What Blocks Rendering
Two things can stall the critical rendering path:
CSS is render-blocking by default. The browser won't paint until all CSS in the <head> is downloaded and parsed. This is intentional — rendering without styles produces a flash of unstyled content (FOUC). The fix is to deliver critical CSS fast (inline it, reduce its size, split it) and defer non-critical CSS.
JavaScript is both parser-blocking and render-blocking. When the parser hits a <script> tag, it stops parsing HTML, fetches the script, executes it, and only then resumes.
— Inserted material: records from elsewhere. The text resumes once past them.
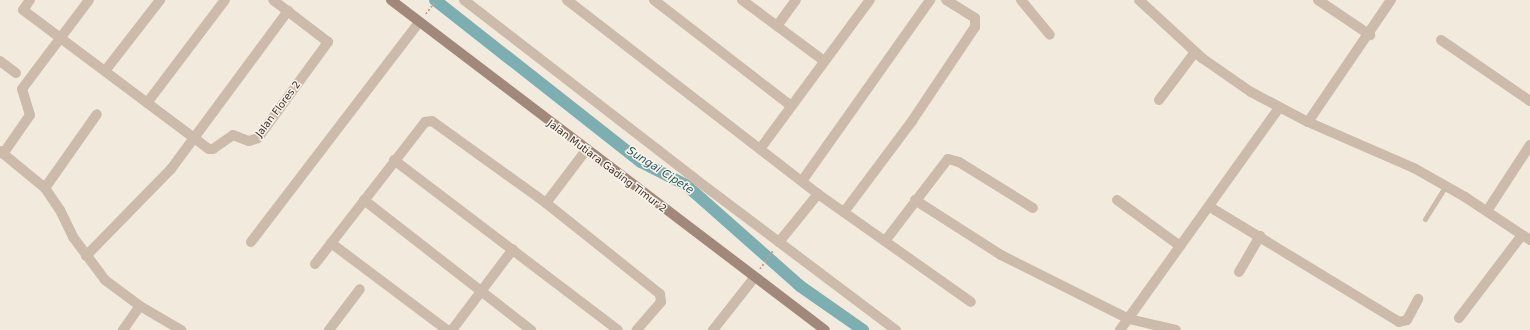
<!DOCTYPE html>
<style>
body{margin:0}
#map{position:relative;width:1530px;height:330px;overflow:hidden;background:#f3eade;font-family:"DejaVu Sans",sans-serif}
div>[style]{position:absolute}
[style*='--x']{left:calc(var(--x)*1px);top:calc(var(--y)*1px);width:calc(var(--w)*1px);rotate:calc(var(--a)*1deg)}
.canal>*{height:12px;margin:-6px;padding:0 6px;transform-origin:6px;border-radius:6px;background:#7caeb2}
.path>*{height:2px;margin-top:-1px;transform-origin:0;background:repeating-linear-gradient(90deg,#b8a494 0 2px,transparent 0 4px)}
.lane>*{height:5px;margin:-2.5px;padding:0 2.5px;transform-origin:2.5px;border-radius:2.5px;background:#ccbaaa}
.street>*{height:10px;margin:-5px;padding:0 5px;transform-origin:5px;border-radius:5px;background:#ccbaaa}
.secondary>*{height:10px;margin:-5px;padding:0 5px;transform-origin:5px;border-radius:5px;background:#a0897b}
span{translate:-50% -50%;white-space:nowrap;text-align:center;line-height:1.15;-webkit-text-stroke:3px #fbf4eb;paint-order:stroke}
.street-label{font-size:10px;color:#392f29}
.water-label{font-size:11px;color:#1d575c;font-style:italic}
</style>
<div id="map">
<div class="canal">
<div style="--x:435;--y:0;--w:262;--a:38.2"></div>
<div style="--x:641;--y:162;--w:51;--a:27.1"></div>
<div style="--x:686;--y:185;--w:152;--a:41.5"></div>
<div style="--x:800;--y:286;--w:77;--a:34.9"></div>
</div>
<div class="path">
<div style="--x:426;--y:14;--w:17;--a:-54"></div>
<div style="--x:760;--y:269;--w:22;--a:-54"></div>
</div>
<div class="lane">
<div style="--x:1425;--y:219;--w:39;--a:-58"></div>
</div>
<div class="street">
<div style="--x:30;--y:0;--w:12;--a:125"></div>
<div style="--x:23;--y:10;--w:232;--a:36.8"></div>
<div style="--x:209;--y:149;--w:4;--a:0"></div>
<div style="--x:213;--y:149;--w:24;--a:-35"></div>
<div style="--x:233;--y:135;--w:17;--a:21"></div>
<div style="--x:249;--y:141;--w:9;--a:-18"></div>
<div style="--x:258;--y:138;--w:119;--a:-53.9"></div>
<div style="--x:328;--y:42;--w:69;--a:-142.6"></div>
<div style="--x:464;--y:0;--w:291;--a:37.7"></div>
<div style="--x:694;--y:178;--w:253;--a:37"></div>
<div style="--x:567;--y:0;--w:317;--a:37.7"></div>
<div style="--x:818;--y:194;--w:187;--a:35.2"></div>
<div style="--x:654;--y:0;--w:173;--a:37.7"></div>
<div style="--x:742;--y:0;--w:102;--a:36.6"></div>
<div style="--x:1021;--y:0;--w:45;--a:50.4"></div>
<div style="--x:1139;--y:0;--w:86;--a:42.6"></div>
<div style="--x:1202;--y:58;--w:60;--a:34.8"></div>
<div style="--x:1251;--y:92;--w:64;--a:27.8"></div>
<div style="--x:1308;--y:122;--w:116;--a:23.5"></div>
<div style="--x:1414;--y:168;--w:59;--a:29.6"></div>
<div style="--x:1465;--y:197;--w:78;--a:33.5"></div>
<div style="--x:1318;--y:0;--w:63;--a:33.9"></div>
<div style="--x:777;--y:26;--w:32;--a:-54"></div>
<div style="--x:1441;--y:40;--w:108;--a:34.4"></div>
<div style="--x:0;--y:61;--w:20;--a:37"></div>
<div style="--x:105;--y:71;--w:90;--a:-52.2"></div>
<div style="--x:1159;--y:100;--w:60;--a:-53.1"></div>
<div style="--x:147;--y:103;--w:129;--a:-52.9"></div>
<div style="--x:1308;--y:122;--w:148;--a:-55.8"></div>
<div style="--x:760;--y:149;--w:185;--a:-53.6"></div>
<div style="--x:0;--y:151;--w:58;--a:39.4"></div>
<div style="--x:45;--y:188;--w:27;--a:56"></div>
<div style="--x:60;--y:210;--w:30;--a:64"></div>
<div style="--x:73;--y:237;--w:54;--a:53.3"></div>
<div style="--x:105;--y:280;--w:44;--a:36.6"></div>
<div style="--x:140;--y:306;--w:48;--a:30.3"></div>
<div style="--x:3;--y:154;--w:47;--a:-55.3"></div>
<div style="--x:30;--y:115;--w:27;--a:-107"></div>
<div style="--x:22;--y:89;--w:111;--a:-53"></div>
<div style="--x:394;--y:160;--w:281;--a:37.2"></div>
<div style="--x:802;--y:181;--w:222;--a:-54.7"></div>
<div style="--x:45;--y:188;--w:90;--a:-54.9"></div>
<div style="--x:364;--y:200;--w:212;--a:37.9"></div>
<div style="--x:915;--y:200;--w:102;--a:32.6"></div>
<div style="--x:1001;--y:255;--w:143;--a:26.6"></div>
<div style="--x:1129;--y:319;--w:48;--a:13.2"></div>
<div style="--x:1117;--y:200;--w:78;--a:36.1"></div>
<div style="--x:546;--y:203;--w:68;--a:-52.8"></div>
<div style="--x:1210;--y:207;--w:221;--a:31.3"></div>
<div style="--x:1399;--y:322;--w:8;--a:-14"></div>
<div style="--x:1407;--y:320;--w:24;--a:-62"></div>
<div style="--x:1487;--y:211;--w:79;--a:-56.9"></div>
<div style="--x:844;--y:212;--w:114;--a:-53.2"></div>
<div style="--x:912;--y:121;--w:113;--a:-56.2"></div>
<div style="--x:975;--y:27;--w:9;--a:-90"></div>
<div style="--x:975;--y:18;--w:34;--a:-148"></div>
<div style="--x:885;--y:241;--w:103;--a:-52.5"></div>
<div style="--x:948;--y:159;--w:11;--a:15"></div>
<div style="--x:959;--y:162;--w:87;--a:31.9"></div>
<div style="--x:251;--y:242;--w:277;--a:-52.6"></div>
<div style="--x:779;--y:242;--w:62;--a:-50.9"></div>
<div style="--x:331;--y:243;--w:145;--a:36.9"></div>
<div style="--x:86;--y:256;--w:122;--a:-45.7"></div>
<div style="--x:171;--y:169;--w:197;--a:-53.5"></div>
<div style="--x:315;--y:264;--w:180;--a:-52.2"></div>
<div style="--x:425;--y:122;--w:7;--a:-8"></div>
<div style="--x:432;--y:121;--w:140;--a:35.7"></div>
<div style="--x:546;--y:203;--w:146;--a:38.6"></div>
<div style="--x:660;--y:294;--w:8;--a:83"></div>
<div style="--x:661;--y:302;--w:37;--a:131"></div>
<div style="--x:1239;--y:272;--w:42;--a:-59.7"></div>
<div style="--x:1459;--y:318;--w:104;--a:-52.8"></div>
<div style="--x:123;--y:330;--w:29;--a:-55"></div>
<div style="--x:329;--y:330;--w:51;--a:-52.9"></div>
<div style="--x:452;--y:330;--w:101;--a:-53"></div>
<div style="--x:713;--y:330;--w:66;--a:-51.7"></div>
<div style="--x:1120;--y:330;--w:273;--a:-54.4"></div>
</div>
<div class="secondary">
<div style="--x:391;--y:0;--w:545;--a:37.25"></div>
</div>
<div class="street-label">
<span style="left:278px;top:109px;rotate:-53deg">Jalan Flores 2</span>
<span style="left:607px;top:166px;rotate:37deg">Jalan Mutiara Gading Timur 2</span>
</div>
<div class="water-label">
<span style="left:660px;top:171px;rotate:33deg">Sungai Cipete</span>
</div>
</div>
JS can query and mutate the DOM and CSSOM, so the browser can't safely proceed without running it first.
<!-- ❌ Blocks parser while fetching + executing -->
<script src="app.js"></script>
<!-- ✅ Fetches in parallel, executes after parse -->
<script src="app.js" defer></script>
<!-- ✅ Fetches in parallel, executes immediately when ready -->
<script src="app.js" async></script>
defer preserves execution order and runs after HTML is parsed. async runs as soon as the script is available — useful for independent scripts (analytics) but dangerous for scripts that depend on the DOM or each other.
Measuring the Critical Rendering Path
The key metrics are:
- First Contentful Paint (FCP) — when the browser renders the first bit of content (text, image, SVG).
- Largest Contentful Paint (LCP) — when the largest visible element finishes rendering.
- Time to First Byte (TTFB) — how long until the first byte of the HTML response arrives.
In the browser's Performance panel, look for the "Parse HTML", "Evaluate Script", "Recalculate Style", and "Layout" tasks on the main thread. Long tasks in the early timeline are CRP bottlenecks.
Practical Optimisations
Inline critical CSS. Extract the styles needed to render above-the-fold content and place them in a <style> tag in the <head>. Load the full stylesheet with a non-blocking technique:
<style>/* critical styles here */</style>
<link rel="preload" href="styles.css" as="style" onload="this.rel='stylesheet'">
Reduce CSS payload. Remove unused rules (PurgeCSS, Tailwind's JIT), split stylesheets by route, and compress with Brotli or gzip.
Defer non-critical JS. Add defer to all scripts that don't need to run before the page renders. Avoid document.write() which forces a synchronous layout.
Preload key resources. Use <link rel="preload"> to tell the browser early about fonts, hero images, and above-the-fold resources:
<link rel="preload" href="/fonts/inter.woff2" as="font" crossorigin>
<link rel="preload" href="/hero.jpg" as="image">
Minimise render-blocking third parties. Tag analytics and ad scripts with async or load them after the load event. A single slow third-party request can push your LCP by hundreds of milliseconds.
Use HTTP/2 or HTTP/3. Multiple parallel requests over a single connection reduce the latency cost of fetching multiple CSS and JS files.
The Fold Is a Moving Target
"Above the fold" depends on the device and viewport. Don't hardcode assumptions. Use lab tools (Lighthouse, WebPageTest) alongside real-user monitoring to understand what your actual users see first. Optimise for the most common viewport in your traffic, not a desktop assumption.
Conclusion
The critical rendering path is the browser's work queue before the user sees anything. CSS blocks rendering until it's fully parsed; JavaScript blocks the parser until it's executed. Shortening the path means delivering less, delivering it earlier, and deferring everything that isn't immediately needed. Those three levers — size, order, priority — are the basis of every meaningful load performance improvement.